Why awk convert exponential to normal integer?


This may be a very basic question about awk to handle exponential.

My input line is:

1.047788047990001417e+02 2.931134551062188009e+01 3.669999999999999929e+00

I want to add -1000 at third position but in exponential format, so first I convert the format.

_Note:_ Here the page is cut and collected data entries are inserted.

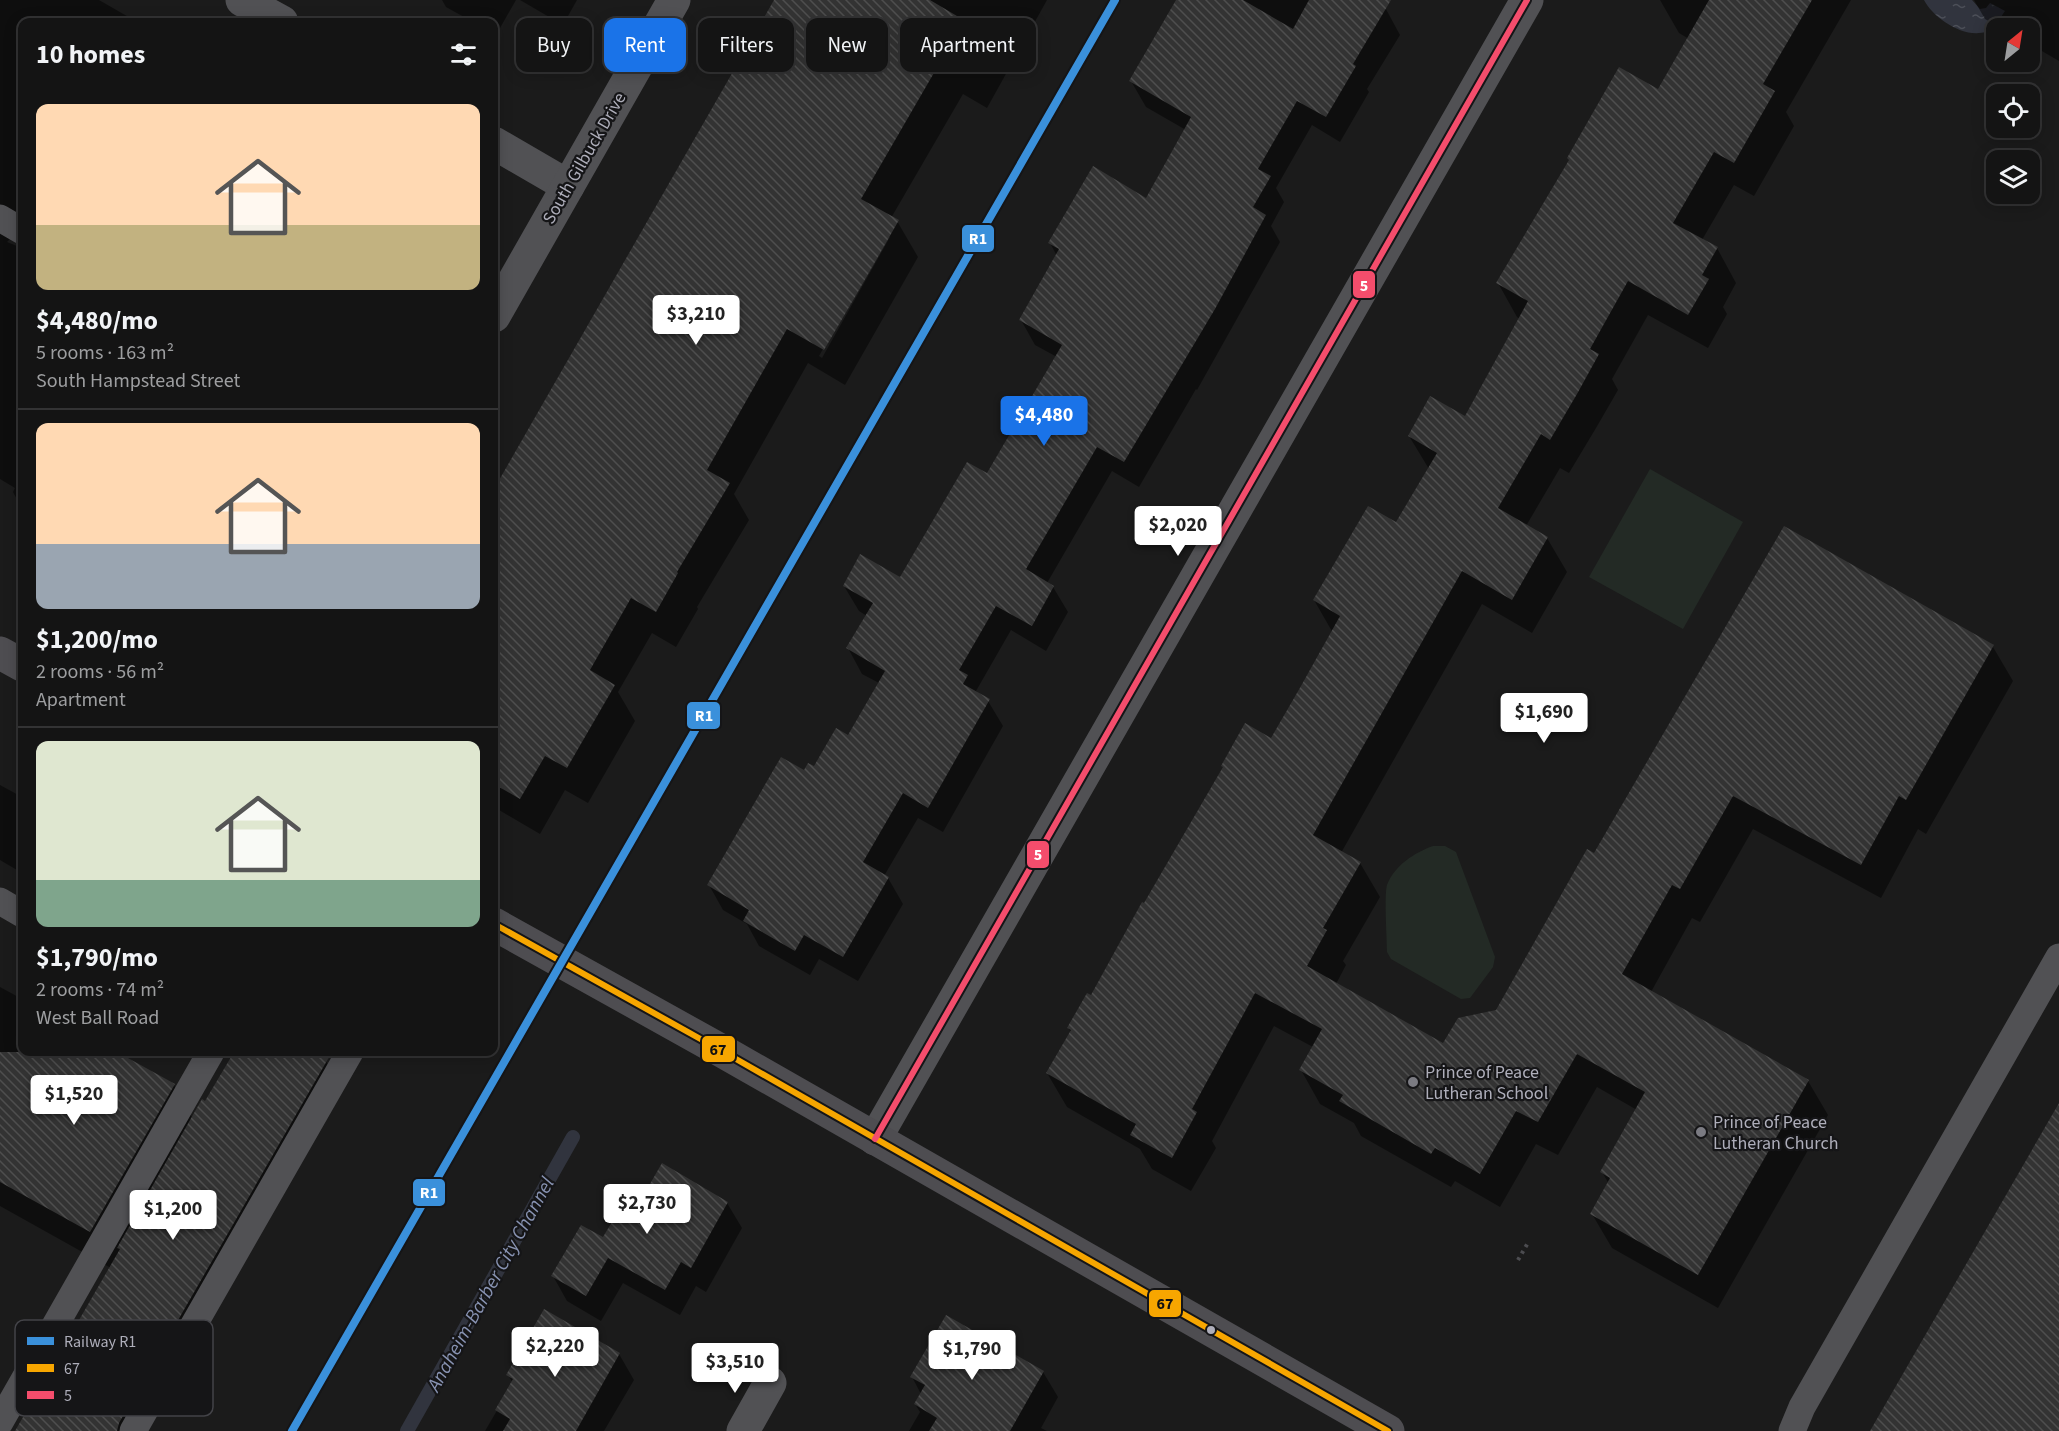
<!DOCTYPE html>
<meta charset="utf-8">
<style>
:root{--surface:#141414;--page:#1d1d1d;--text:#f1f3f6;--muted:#9d9ea0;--line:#333334;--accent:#1a73e8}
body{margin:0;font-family:"Source Sans 3",sans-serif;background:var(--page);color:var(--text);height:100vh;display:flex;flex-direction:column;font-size:22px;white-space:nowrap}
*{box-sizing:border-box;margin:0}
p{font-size:20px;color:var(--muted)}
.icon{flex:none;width:33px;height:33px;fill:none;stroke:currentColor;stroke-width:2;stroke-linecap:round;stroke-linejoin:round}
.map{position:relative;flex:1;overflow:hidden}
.side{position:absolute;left:18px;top:18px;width:480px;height:1038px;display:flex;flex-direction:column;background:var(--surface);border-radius:12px;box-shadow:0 3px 15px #0003,0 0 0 2px var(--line)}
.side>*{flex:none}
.top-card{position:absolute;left:516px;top:18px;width:570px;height:54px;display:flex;gap:12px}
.needle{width:39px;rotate:30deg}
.buttons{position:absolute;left:1986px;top:18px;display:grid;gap:12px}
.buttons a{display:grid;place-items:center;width:54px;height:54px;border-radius:12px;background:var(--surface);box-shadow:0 3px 15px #0003,0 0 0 2px var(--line);font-size:30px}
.price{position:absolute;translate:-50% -51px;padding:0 14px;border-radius:6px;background:#fff;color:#222;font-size:20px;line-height:39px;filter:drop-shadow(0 2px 3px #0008)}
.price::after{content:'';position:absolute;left:50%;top:36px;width:18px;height:14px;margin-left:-9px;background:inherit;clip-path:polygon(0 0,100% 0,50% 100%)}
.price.current{background:var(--accent);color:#fff}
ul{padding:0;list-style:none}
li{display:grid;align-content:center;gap:12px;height:318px;padding:0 18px}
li+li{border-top:2px solid var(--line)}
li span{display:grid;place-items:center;height:186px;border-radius:12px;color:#555}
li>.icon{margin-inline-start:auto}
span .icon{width:108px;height:108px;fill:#fffc;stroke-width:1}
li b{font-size:26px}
h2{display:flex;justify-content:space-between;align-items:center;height:72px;padding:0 18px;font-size:26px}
.tag{padding:0 21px;border-radius:12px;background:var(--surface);box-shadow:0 3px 15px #0003,0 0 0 2px var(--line);font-size:21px;line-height:54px}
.tag.current{background:var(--accent);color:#fff}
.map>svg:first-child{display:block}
.park{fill:#232a25}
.water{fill:url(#water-ripples)}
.shadow{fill:#0007;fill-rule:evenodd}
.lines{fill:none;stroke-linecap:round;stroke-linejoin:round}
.stream{stroke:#31343e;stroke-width:14}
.building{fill:url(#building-back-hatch)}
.path{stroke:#4c4c50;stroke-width:4;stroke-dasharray:3 4.5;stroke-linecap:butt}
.service{stroke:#515154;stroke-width:27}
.minor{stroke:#515154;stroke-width:33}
.primary{stroke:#4e4d51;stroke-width:33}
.bus-1-casing{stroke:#151517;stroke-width:10}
.bus-2-casing{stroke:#151517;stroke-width:10}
.bus-1{stroke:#f7a600;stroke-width:6}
.bus-2{stroke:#f44d6c;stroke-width:6}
.rail-1-casing{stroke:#151517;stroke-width:12}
.rail-1{stroke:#3a90db;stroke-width:8}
.poi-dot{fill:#7b7b82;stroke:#151517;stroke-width:2}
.bus-dot{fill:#aeaeba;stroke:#151517;stroke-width:2}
.labels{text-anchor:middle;stroke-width:4.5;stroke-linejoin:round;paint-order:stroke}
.street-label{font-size:18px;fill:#aeaeba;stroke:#151517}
.poi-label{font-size:18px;fill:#aeaeba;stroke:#151517;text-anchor:start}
.water-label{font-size:20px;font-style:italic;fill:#8893b2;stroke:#151517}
.key{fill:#151517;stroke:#434348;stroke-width:1.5}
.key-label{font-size:16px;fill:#aeaeba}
.line-badge{stroke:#151517;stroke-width:2}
.badge-label{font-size:16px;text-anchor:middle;font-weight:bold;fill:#fff}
.pale-badge-label{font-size:16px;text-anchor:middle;font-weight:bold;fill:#111}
</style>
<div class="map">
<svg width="2059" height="1431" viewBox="0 0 2059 1431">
<defs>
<pattern id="water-ripples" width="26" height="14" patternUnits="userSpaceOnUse" patternTransform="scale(1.5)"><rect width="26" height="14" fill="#31343e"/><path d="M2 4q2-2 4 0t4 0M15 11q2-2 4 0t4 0" fill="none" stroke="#4c4f58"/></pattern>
<pattern id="building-back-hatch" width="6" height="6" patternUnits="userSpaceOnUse" patternTransform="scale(1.5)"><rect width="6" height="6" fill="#333"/><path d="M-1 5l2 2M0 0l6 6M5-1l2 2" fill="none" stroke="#4e4e4e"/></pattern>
</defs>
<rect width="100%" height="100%" fill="#1b1b1b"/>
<!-- park -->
<g class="park">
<path d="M1650,469l93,53 -60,107 -94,-52z"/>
<path d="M1433,846h12l11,6 39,105 -2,10 -23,31 -9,1 -70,-40 -4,-7c0,-14 -3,-57 0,-67 8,-20 27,-32 46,-39z"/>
</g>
<!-- water -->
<path class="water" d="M1924,0h48l8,9 6,-1 4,-5 15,8c-4,5 -6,12 -11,16 -21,18 -60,-7 -70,-27z"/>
<!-- shadow -->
<g class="shadow">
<path d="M0,0h99l33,19 2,3h-112v214l-11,2 -4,4 15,6v261l-9,-17 2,-4 -15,-9z"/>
<path d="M442,0h74l-20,35 -2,-1v-12h-21l-27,-15z"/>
<path d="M520,0h57l-14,25z"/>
<path d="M776,0h271l-60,108 -24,-14 -72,124 6,3 21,36 -73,128 -37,-22 -74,131 15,26 -52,87 1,2 -22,38 -24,-14 -34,59 17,29 -47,82 -23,-13 -25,44 -46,-27v-317zM887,237h3l-68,121 -3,-2z"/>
<path d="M1178,0h203l19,35 -33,54 2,3 -29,50 -28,-17 -36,63 8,14 -13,24 9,16 -83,148 -1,-1 -57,98 -27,-16 -65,112 6,4 15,25 -22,39 -35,-21 -35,61 12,10 15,25 -60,106 -25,-14 -34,58 4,2 15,26 -45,77 -39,-22 -9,16 -51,-29 -12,-22 -24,-14 -14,-25 95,-113 10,-4 34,-31 31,-54 -17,-9 -14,-26 19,-32 -8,-5 -15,-25 57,-7 87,-104 69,-118 -22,-12 -14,-25 36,-64 -7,-13 97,-43 39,-70 -40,-23 -15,-26z"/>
<path d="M1660,0h191l-65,112 8,14 -40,70 -20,-11 -32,55 15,8 19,35 -13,24 4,7 -19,34 -60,-33 -36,64 6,11 -22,38 -27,45 -9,-5 -34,58 21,12 20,34 -35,61 -50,-29 -141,249 19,10 20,34 -37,64 3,4 -10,19 108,61 53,-34 98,-156 190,-327 208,119 20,34 -87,153 -8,-5 -37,69 -128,-69 -53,93 -8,-4 -41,74 157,89 20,34 -110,193 -106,-60 -20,-34 17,-30 -7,-12 35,-62 -40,-23 -39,68 -22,-11 -36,63 -45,-26 -4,6 -90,-51 -7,-13 -34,-19 -19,-34 12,-23 -39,-21 -62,115 4,7 -25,43 -39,-22 -12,-20 -73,-42 -20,-34 24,-41 -3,-4 24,-30 52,-93 127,-165 62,-107 -19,-33 83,-76 32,-55 -20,-33 57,-18 54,-99 -3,-2 -19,-34 160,-192 31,-52 -10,-6z"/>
<path d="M1974,0h85v61l-29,-17v-16h-29l-16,-9z"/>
<path d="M0,785l22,12v76l-22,-13z"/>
<path d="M0,987l22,12v53h92l60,33 19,34 13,-16 29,-51h74l17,9 7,13 -204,357h-112l94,-163 -111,-62z"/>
<path d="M727,1203l15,25 -36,64 -10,-6 -16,29 -57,-32 -22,38 -34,-20 -14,-25 79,-57z"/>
<path d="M545,1311l74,43 15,26 -30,51h-119l28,-48 -5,-8z"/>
<path d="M1043,1372l15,25 -17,31 6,3h-138l11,-19 -5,-8 6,-10 -9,-17z"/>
</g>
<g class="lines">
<!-- stream -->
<path class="stream" d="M407,1431l166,-294"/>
</g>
<!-- building -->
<g class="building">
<path d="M774,0h156l59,35 -23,39 -24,-15 -81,140 38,21 -40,70 -35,60 -37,-21 -80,141 23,13 -53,89 1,1 -22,39 -25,-14 -41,72 25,15 -48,83 -22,-12 -25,43 -26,-15v-295z"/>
<path d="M1176,0h67l50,29 16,-29h82l-38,64 3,2 -30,51 -29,-16 -39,68 13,7 -18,31 13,8 -51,94 -91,153 -27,-15 -71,122 28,17 -22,40 -36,-20 -37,64 9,5 -5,9 27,15 -62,109 -25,-15 -40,69 26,15 -46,80 -39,-22 -9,16 -52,-30 6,-11 -42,-25 74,-128 23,13 4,-7 6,3 22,-38 12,7 37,-64 -39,-23 27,-45 -30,-17 17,-32 40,23 67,-115 20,11 75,-128 -43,-25 40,-71 -11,-6 45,-77 53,32 45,-81 -62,-36z"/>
<path d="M1709,0h103l-49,84 12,7 -41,72 -20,-11 -41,71 45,24 -16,28 7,4 -21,36 -60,-34 -38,68 9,5 -22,40 -27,46 -9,-6 -43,74 50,29 -36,63 -50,-29 -149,264 48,27 -38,66 4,2 -20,36 136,77 15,-25 38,-8 91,-161 7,4 190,-327 210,119 -88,155 -7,-4 -38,69 -128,-69 -53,93 -8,-4 -50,89 187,106 -111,195 -108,-61 20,-36 -10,-6 45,-80 -68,-38 -39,68 -22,-11 -36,63 -45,-26 -4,6 -92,-53 4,-6 -44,-25 23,-41 -67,-36 -63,116 5,3 -25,46 -42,-23 6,-11 -90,-51 25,-43 -4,-2 20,-35 4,2 51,-93 2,1 79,-136 -2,-1 24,-43 26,15 30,-52 39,-70 -27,-16 55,-94 28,16 41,-69 -29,-17 22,-40 35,20 63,-115 -32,-18 73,-123 -2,-2 52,-91 39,22z"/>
<path d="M0,1052h117l58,32 -85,148 -90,-50z"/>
<path d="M234,1052h98l-213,371 -2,8h-102l105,-182 -3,-1 85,-149 3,2z"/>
<path d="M2059,1103v328h-189z"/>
<path d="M662,1163l66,39 -37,66 -10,-6 -16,28 -57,-32 -22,38 -35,-20 30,-51 22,12 16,-27 12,7z"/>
<path d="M544,1309l76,44 -44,78h-73l7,-12 -15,-9 18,-31 -7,-4z"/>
<path d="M946,1315l98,56 -34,60h-81l8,-13 -23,-14 11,-19 -15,-8z"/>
</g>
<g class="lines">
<!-- path -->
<path class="path" d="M1518,1260l11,-19"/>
<!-- service -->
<g class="service">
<path d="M0,218l22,13"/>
<path d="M0,901l22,13"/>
<path d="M0,1422l211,-370"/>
<path d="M133,1431l217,-379"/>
<path d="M1792,1431l10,-24 257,-450"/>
</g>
<!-- minor -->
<g class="minor">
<path d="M242,0l40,22"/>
<path d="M494,143l74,43"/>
<path d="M494,316l180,-316"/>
<path d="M875,1139l652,-1139"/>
<path d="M743,1431l27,-48"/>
</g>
<!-- primary -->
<g class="primary">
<path d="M0,653l22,12"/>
<path d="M494,924l228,127 666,380"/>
</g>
<defs>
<path id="bus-1" d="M494,924l228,127 666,380"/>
<path id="bus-2" d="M875,1139l652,-1139"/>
</defs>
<!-- bus-1 casing -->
<use href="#bus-1" class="bus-1-casing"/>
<!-- bus-2 casing -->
<use href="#bus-2" class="bus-2-casing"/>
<!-- bus-1 -->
<use href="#bus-1" class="bus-1"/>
<!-- bus-2 -->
<use href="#bus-2" class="bus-2"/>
<defs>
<path id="rail-1" d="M292,1431l823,-1431"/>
</defs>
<!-- rail-1 casing -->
<use href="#rail-1" class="rail-1-casing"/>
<!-- rail-1 -->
<use href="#rail-1" class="rail-1"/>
</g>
<!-- markers -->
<g class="poi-dot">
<circle cx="1413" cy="1082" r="6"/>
<circle cx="1701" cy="1132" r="6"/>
</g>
<circle class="bus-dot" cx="1211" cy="1330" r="5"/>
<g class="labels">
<!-- street labels -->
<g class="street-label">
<text transform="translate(584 158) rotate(-60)" y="6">South Gilbuck Drive</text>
</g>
<!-- poi labels -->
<g class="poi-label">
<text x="1425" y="1078">Prince of Peace<tspan x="1425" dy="21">Lutheran School</tspan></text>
<text x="1713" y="1128">Prince of Peace<tspan x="1713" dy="21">Lutheran Church</tspan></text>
</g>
<!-- water labels -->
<g class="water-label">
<text transform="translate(490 1284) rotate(-61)" y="7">Anaheim-Barber City Channel</text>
</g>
</g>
<!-- legend -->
<rect x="15" y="1320" width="198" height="96" rx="9" class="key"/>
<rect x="27" y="1337" width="27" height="8" fill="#3a90db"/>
<rect x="27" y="1364" width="27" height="8" fill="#f7a600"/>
<rect x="27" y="1391" width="27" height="8" fill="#f44d6c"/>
<g class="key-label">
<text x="64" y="1347">Railway R1</text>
<text x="64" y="1374">67</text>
<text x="64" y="1401">5</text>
</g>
<g class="line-badge">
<rect x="961" y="224" width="34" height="29" rx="6" fill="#3a90db"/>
<rect x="1352" y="270" width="24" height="29" rx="6" fill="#f44d6c"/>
<rect x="686" y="701" width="35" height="29" rx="6" fill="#3a90db"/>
<rect x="1026" y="840" width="24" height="29" rx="6" fill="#f44d6c"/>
<rect x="701" y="1035" width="35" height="28" rx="6" fill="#f7a600"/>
<rect x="412" y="1178" width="34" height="29" rx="6" fill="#3a90db"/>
<rect x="1148" y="1289" width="34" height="29" rx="6" fill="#f7a600"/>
</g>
<g class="badge-label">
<text x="978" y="244">R1</text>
<text x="1364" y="291">5</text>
<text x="704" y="721">R1</text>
<text x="1038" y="860">5</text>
<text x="429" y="1198">R1</text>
</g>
<g class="pale-badge-label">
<text x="718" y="1055">67</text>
<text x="1165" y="1309">67</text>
</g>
</svg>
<div class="buttons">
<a><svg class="needle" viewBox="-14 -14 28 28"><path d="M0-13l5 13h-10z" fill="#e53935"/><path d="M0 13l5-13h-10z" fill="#9d9ea0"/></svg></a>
<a><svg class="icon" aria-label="locate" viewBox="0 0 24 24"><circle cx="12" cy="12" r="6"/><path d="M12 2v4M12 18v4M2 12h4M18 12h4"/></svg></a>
<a><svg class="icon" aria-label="layers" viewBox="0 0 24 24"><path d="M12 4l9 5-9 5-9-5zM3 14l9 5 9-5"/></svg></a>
</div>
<b class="price" style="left:696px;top:346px">$3,210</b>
<b class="price current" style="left:1044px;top:447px">$4,480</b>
<b class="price" style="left:1178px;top:557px">$2,020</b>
<b class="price" style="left:1544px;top:744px">$1,690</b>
<b class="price" style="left:74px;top:1126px">$1,520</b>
<b class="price" style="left:647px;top:1235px">$2,730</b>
<b class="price" style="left:173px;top:1241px">$1,200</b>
<b class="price" style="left:555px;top:1378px">$2,220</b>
<b class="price" style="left:972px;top:1381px">$1,790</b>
<b class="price" style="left:735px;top:1394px">$3,510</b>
<div class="top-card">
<a class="tag">Buy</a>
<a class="tag current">Rent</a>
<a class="tag">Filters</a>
<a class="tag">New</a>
<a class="tag">Apartment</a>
</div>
<section class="side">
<h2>10 homes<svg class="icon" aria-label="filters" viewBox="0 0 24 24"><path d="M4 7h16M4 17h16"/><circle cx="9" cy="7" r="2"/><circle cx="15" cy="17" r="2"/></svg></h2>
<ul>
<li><span style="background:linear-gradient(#ffd9b3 65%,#c2b280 0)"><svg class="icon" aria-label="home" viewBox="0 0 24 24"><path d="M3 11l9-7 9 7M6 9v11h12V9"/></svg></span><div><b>$4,480/mo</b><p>5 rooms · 163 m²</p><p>South Hampstead Street</p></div></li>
<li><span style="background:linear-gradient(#ffd9b3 65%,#9aa5b1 0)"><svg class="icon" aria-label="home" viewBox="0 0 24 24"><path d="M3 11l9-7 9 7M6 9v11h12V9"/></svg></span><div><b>$1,200/mo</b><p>2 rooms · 56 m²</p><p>Apartment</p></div></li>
<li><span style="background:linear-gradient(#dfe7d0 75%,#7fa58c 0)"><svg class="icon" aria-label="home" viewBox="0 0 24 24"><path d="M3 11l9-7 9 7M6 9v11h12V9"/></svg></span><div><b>$1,790/mo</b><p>2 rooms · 74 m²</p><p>West Ball Road</p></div></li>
</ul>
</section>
</div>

dept=$(echo -1000 | awk '{printf "%.7e\n", $1}')

But when I try to insert it into the above line using cat and awk, it converts back to normal integers.

cat $line | awk '{print $1 ,$2 ,'$dept', $3}'

I got this output:

1.048020560949027811e+02 2.976214868620721887e+01 -1000 6.065999999999999837e+00

May you please indicate that where I am doing something wrong or how I can correct it? Besides this, is there any option to limit the 7 decimal numbers before e?

For example ideally expected output should be like this:

1.0480205e+02 2.9762148e+01 -1.0000000e+03 6.0659999e+00

Solution

  • Integers are printed as integers by default, even if you input it with exponential notation. If you want it formated, use printf().

    cat "$line" | awk -v dept=-1.0000000e+03 '{printf("%e %e %e %e\n", $1, $2, dept, $3)}'
    

    Use the -v option to turn a shell variable into an awk variable, rather than substituting the variable into the awk script.